Aufgerufen dazu hat sie der Chef ihrer Gewerkschaft, Ed Mullins. Die Aktion richtet sich gegen den demokratischen Oberbürgermeister de Blasio, der angeblich zuwenig gegen die Obdachlosen im Stadtbild unternimmt. Mullins will anscheiend die Jobs seiner 12 000 Mitglieder (von insgesamt 34 500 New Yorker Polizisten) sichern, indem er ihnen zeitintensive „Säuberungskampagnen“ als Arbeitsbeschaffungsmaßnahmen besorgt.

Der Internetpranger inspiriert Nerds (Computerfreaks) wie David Fox, der eine App zum Verkauf anbietet, mit deren Hilfe alle New Yorker jetzt ihre Fotos von Obdachlosen mit einer Straßenkarte der Stadt verlinken können. So planen Mullins und Fox ein paar Extra-Dollars mit dem Elend anderer zu machen. Indem sie diese beschämen wollen, besudeln sie sich selbst als hartherzige Pharisäer. Gegenüber den Afro-Amerikanern ist landesweit die nächste Stufe anscheinend schon erreicht: „Peek-A-Boo – We shoot you“ („Kuckuck – Wir erschießen euch“).

Freitag

Muchas felicidades, Fidel! Wir grüßen den großen kubanischen Revolutonär zu seinem 89. Geburtstag. Von vielen wird er diese Worte heute gehört haben. Aber sicher nicht von John Kerry, dem US-Außenminister, der als erster seines Amtes seit 1945 heute in Havana war, um die Botschaft am Malecon wiederzueröffnen. Außer Fidel fehlte dabei eine weitere Hauptperson – der neue Botschafter. Widerstand im US-Senat hat bisher eine Ernennung verhindert. Immerhin hisste Kerry auf dem Botschaftsgelände die Flagge seines Landes.
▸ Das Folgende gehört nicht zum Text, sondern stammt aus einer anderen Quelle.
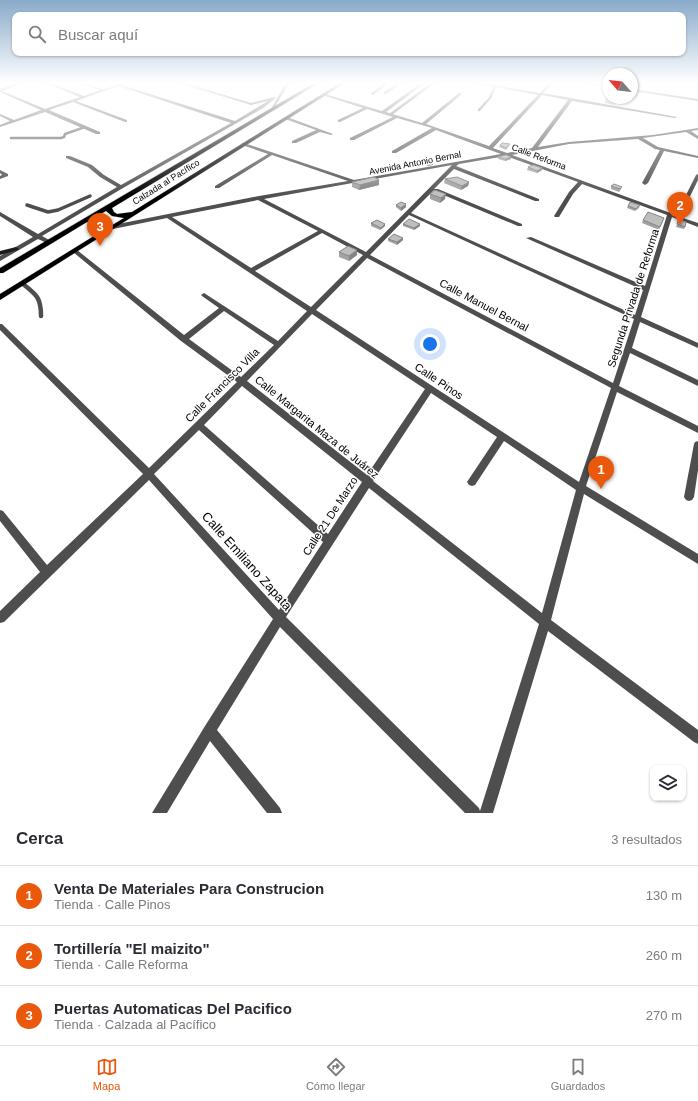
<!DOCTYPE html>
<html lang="es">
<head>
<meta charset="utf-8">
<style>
	body { margin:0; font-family:Helvetica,sans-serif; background:#f2f2f3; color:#2b2b33 }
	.controls { position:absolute; right:12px; bottom:12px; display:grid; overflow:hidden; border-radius:8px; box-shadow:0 1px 3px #0004 }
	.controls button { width:36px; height:36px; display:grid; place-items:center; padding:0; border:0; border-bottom:1px solid #e1e1e2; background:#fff; color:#2b2b33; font:20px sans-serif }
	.compass { position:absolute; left:602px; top:68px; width:36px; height:36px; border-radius:50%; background:#fff; box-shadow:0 1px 3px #0004; rotate:298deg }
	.you { position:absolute; left:430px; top:344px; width:14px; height:14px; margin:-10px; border:3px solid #fff; border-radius:50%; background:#1a73e8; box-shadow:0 0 0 6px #1a73e833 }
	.badge { display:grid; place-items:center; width:26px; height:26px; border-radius:50%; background:#ea580c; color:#fff; font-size:13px; font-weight:700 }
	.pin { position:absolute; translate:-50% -33px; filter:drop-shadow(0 1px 2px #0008) }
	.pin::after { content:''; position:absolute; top:21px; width:14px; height:12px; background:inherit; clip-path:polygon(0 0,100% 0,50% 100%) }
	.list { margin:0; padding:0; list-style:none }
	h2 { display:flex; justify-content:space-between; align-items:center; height:52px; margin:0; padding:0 16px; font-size:17px }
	h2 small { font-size:13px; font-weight:400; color:#7c7c81 }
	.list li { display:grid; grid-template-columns:26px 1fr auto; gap:12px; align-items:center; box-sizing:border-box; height:60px; padding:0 16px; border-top:1px solid #e1e1e2 }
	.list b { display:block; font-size:15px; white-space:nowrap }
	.list p { margin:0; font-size:13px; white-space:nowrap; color:#7c7c81 }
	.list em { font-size:13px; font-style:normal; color:#7c7c81 }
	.icon { flex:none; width:22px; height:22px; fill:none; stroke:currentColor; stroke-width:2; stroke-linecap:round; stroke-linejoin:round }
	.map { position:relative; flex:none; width:698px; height:813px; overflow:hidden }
	.search { position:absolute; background:#fff; box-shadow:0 1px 3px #0004; left:12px; right:12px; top:12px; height:44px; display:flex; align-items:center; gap:10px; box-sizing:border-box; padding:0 14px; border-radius:8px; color:#7c7c81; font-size:15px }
	.sheet { height:232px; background:#fff }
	nav { display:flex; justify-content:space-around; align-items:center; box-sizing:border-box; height:56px; border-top:1px solid #e1e1e2; background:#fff; font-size:11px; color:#7c7c81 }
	nav a { display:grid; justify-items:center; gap:2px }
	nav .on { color:#ea580c }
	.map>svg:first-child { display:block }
</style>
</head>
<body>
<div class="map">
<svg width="698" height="813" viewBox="0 0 698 813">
	<rect width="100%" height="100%" fill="#fff"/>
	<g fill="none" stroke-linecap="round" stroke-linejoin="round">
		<g stroke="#dbdbdb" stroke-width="1">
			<path id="primary" d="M 314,83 L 319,83 L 112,208 L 114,212 L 117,214 L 132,212 L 340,83 L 345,83 L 0,300 L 0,294 L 94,236 L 100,224 L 87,222 L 3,273 L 0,273 L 0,268 ZM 106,211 L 112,216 L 124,218 L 104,230 L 107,223 L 106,222 L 94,218 Z"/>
		</g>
		<g stroke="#4e4e4e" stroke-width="2.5">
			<path d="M 479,110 L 490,98 L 495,86"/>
			<path d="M 391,114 L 433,83"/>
			<path d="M 11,138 L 61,138 L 64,137 L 65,134 L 85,127"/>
		</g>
		<path stroke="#4e4e4e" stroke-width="3.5" d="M 27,205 L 48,212 L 58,210 L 90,196"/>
		<path stroke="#4e4e4e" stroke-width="4.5" d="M 23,284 C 37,295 41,298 41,316"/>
		<g fill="#4e4e4e" fill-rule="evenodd">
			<path d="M 18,83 L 24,83 L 2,91 L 45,109 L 80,97 L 45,83 L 50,83 L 84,96 L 100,90 L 79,83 C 88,83 96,89 104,89 C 112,88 118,83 126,83 L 122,85 L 235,121 L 268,101 L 251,105 L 179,83 L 185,83 L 251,103 L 274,97 L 276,98 L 263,108 L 123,188 L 42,236 L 51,241 L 51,243 L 47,243 L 38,239 L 0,261 L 0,256 L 33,237 L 0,216 L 0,212 L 38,234 L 117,187 L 100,177 L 88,167 L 66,158 L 66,156 L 70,156 L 92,165 L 104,175 L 121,185 L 231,123 L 118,86 L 76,101 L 127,120 L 127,122 L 125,122 L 73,102 L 49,110 L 100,132 L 100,134 L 96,134 L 45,112 L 0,127 L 0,125 L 10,121 L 0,116 L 0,114 L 14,120 L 41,110 L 0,92 L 0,89 Z"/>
			<path d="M 385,83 L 389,83 L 373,95 L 371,95 L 371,93 Z"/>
			<path d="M 398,83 L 402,83 L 386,94 L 384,94 L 384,92 Z"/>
			<path d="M 421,83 L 425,83 L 386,112 L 422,123 L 459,93 L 461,93 L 461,95 L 426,124 L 489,146 L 538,95 L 474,83 L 482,83 L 540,93 L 549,83 L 553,83 L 543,93 L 677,117 L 675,118 L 572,101 L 538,147 L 569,142 L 653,135 L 698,128 L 698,130 L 691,131 L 698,136 L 698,139 L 686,132 L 643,138 L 658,147 L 698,156 L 698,158 L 664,151 L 648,183 L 645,185 L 642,183 L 660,150 L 655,149 L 638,139 L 569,144 L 512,155 L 676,215 L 696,175 L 698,174 L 698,180 L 680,217 L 698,223 L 698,227 L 672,217 L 641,317 L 698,343 L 698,348 L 640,322 L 632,348 L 698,380 L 698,386 L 630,353 L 619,386 L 698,426 L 698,433 L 617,392 L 586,486 L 698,554 L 698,564 L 584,494 L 551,620 L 698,730 L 698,744 L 694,742 L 548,631 L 493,813 L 465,813 L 280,627 L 217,730 L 280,808 L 282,813 L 267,813 L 210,741 L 167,813 L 152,813 L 205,726 L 273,619 L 149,480 L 4,622 L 0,623 L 0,611 L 40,572 L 0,521 L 0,510 L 3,511 L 47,565 L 143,474 L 0,330 L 0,324 L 2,324 L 149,468 L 237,382 L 181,341 L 73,252 L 73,250 L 77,250 L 184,335 L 219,308 L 202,296 L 201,295 L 204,293 L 278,341 L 307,311 L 167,218 L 113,229 L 110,227 L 113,225 L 259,196 L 348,181 L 272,155 L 219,188 L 215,188 L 215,186 L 268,154 L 242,145 L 242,143 L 244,143 L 354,180 L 501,154 L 436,130 L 396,153 L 392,153 L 392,151 L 432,128 L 397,118 L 354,140 L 350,140 L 350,138 L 393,117 L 367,109 L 340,122 L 338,122 L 338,120 L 363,108 L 322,95 L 325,94 L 382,111 ZM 542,95 L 568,100 L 532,148 L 507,153 L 493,148 ZM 506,156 L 578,182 L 569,192 L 554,216 L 555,217 L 559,217 L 573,194 L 582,184 L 667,215 L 645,286 L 531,237 L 526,238 L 643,290 L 635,315 L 411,213 L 434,190 L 434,191 L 518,226 L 522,226 L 522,224 L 438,189 L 434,189 L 454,169 L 535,201 L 539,201 L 539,199 L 456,166 L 459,164 ZM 452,165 L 366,252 L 264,199 ZM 258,200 L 318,231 L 251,268 L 172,217 ZM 409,215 L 634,319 L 613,383 L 370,255 ZM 322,233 L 363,255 L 311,307 L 255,271 ZM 367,258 L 611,388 L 579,482 L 316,310 ZM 224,311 L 274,345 L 241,377 L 189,339 ZM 312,314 L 425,389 L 367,475 L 247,381 ZM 242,386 L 362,482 L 328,534 L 204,425 ZM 431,393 L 497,437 L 467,482 L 469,485 L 472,486 L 475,485 L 504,441 L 576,490 L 542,613 L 373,481 ZM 199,430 L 323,542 L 279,610 L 154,474 ZM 369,488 L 539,624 L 480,811 L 479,808 L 286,617 Z"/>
			<path d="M 588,83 L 608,85 L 608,87 L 590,84 Z"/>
			<path d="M 632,89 L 698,99 L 698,101 L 632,91 Z"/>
			<path d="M 285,117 L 287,117 L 333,134 L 331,135 L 320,132 L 296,143 L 292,143 L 292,141 L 316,130 L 285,119 Z"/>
			<path d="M 0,170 L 8,174 L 8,176 L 0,179 L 0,176 L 2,175 L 0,173 Z"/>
			<path d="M 698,441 L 698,470 L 694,497 L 692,500 L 689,501 L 686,500 L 684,497 L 694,444 L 695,442 Z"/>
		</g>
		<path fill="#4e4e4e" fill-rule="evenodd" d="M 289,83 L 293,83 L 287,87 L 272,111 L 270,111 L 284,86 Z"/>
		<path fill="#1b1b1b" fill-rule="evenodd" d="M 16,247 L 19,249 L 18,250 L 0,255 L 0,251 Z"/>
		<use href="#primary" fill="#000" fill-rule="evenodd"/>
	</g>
	<g fill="#a3a3a3">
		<path d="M 608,93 L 608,98 L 619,98 L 615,105 L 604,103 L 606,97 Z"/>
		<path d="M 500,145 L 509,146 L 506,150 L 499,147 Z"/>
		<path d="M 498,157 L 511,159 L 505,161 L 498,159 Z"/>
		<path d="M 425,161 L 433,162 L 433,165 L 427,166 L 424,163 Z"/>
		<path d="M 528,167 L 542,168 L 542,170 L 537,173 L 527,170 Z"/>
		<path d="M 445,179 L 469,182 L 468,186 L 461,190 L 444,183 Z"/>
		<path d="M 379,180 L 379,185 L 359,190 L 352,187 L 352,182 Z"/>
		<path d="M 611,186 L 622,187 L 621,189 L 619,192 L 611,189 Z"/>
		<path d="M 430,194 L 445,199 L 440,203 L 430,199 Z"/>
		<path d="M 396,205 L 406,207 L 401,211 L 396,207 Z"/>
		<path d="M 640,205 L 639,208 L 635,211 L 627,208 L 628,206 Z"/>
		<path d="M 664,218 L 659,230 L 642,223 L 643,220 Z"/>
		<path d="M 679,219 L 685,227 L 684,229 L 676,227 Z"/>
		<path d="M 371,223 L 385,226 L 380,230 L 371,226 Z"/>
		<path d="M 403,224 L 420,224 L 420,226 L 414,230 L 403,226 Z"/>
		<path d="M 403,238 L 403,240 L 397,245 L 388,241 L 388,239 Z"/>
		<path d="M 339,252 L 357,255 L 349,261 L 339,257 Z"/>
	</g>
	<g fill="#858585">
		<path d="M 511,157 L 511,159 L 505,161 L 505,159 Z"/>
		<path d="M 433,162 L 433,165 L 427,166 L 427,163 Z"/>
		<path d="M 542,168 L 542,170 L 537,173 L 537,171 Z"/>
		<path d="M 379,180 L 379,185 L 359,190 L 360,185 Z"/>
		<path d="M 469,182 L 468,186 L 461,190 L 462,186 Z"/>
		<path d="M 446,194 L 445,199 L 440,203 L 441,198 Z"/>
		<path d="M 406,204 L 406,207 L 401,211 L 401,208 Z"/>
		<path d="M 385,224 L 385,226 L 380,230 L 381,228 Z"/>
		<path d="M 420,224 L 420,226 L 414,230 L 414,228 Z"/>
		<path d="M 403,238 L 403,240 L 397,245 L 397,242 Z"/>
		<path d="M 357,250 L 357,255 L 349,261 L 349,256 Z"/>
	</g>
	<g fill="#bebebe" stroke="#858585">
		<path d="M 608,93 L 608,97 L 606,97 Z"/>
		<path d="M 502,143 L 510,144 L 506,148 L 500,145 Z"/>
		<path d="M 506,155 L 511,157 L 505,159 L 498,157 Z"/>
		<path d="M 430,160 L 433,162 L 427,163 L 425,161 Z"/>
		<path d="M 533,165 L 542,168 L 537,171 L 528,167 Z"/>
		<path d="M 374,177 L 379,180 L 360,185 L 352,182 Z"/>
		<path d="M 457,177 L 469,182 L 462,186 L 445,179 Z"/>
		<path d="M 614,184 L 622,187 L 620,189 L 611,186 Z"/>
		<path d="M 435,190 L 446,194 L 441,198 L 430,194 Z"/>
		<path d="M 401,202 L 406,204 L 401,208 L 396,205 Z"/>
		<path d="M 630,202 L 640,205 L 636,209 L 628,206 Z"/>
		<path d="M 648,212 L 664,218 L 660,227 L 643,220 Z"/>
		<path d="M 409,219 L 420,224 L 414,228 L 403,224 Z"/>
		<path d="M 679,219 L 686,222 L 685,227 L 677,224 Z"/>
		<path d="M 377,220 L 385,224 L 381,228 L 371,223 Z"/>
		<path d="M 394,234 L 403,238 L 397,242 L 388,239 Z"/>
		<path d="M 348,246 L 357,250 L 349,256 L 339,252 Z"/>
	</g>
	<linearGradient id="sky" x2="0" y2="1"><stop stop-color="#89aaca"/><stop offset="0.42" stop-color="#fff"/><stop offset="1" stop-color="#fff" stop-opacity="0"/></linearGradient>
	<rect width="698" height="197" fill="url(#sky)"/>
	<g text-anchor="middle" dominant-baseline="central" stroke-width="3" stroke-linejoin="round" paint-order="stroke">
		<g font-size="9" fill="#000" stroke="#fff">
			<text transform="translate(539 157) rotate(21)">Calle Reforma</text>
			<text transform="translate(415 163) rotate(-11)">Avenida Antonio Bernal</text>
			<text transform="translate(166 182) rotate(-32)">Calzada al Pacífico</text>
		</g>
		<g font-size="11" fill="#000" stroke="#fff">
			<text transform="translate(633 298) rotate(-72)">Segunda Privada de Reforma</text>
			<text transform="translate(484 305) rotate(28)">Calle Manuel Bernal</text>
			<text transform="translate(439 381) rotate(34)">Calle Pinos</text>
			<text transform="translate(222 385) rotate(-45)">Calle Francisco Villa</text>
			<text transform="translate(317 427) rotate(39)">Calle Margarita Maza de Juárez</text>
			<text transform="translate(330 516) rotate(-57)">Calle 21 De Marzo</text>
		</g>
		<g font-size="13" fill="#000" stroke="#fff">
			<text transform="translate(247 561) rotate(48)">Calle Emiliano Zapata</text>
		</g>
	</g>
</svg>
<div class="controls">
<button><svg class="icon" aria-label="layers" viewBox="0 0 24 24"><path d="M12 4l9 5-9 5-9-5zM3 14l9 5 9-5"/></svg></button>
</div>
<svg class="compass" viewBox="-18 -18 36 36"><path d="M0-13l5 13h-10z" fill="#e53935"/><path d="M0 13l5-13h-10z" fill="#7c7c81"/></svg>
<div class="you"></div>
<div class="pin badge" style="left:601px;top:489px">1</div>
<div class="pin badge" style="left:680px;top:225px">2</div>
<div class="pin badge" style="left:100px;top:246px">3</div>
<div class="search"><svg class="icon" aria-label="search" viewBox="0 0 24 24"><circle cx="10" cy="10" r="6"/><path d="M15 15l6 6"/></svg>Buscar aquí</div>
</div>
<section class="sheet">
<h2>Cerca<small>3 resultados</small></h2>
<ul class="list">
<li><span class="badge">1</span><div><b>Venta De Materiales Para Construcion</b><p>Tienda · Calle Pinos</p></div><em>130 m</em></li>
<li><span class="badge">2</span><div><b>Tortillería &quot;El maizito&quot;</b><p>Tienda · Calle Reforma</p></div><em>260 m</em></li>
<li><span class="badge">3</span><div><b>Puertas Automaticas Del Pacifico</b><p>Tienda · Calzada al Pacífico</p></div><em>270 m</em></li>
</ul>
</section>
<nav>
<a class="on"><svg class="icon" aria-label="map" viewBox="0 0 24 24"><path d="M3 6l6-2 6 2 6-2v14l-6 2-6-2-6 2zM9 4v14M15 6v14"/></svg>Mapa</a>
<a><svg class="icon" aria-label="directions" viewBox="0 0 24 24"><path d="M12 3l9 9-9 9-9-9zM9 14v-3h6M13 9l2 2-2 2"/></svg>Cómo llegar</a>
<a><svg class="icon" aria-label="saved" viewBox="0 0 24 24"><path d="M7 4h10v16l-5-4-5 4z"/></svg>Guardados</a>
</nav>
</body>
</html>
Dabei sagte er: „Das Ziel all dieser Veränderungen ist, den Kubanern zu helfen, sich mit der Welt zu verbinden.“ Diese Welt wird sich an Fidel Castro und die kubanische Revolution noch erinnern, wenn John Kerry längst vergessen ist und das Imperium, dem er dient, in Schutt und Asche liegt. Jeder blamiert sich so gut er kann.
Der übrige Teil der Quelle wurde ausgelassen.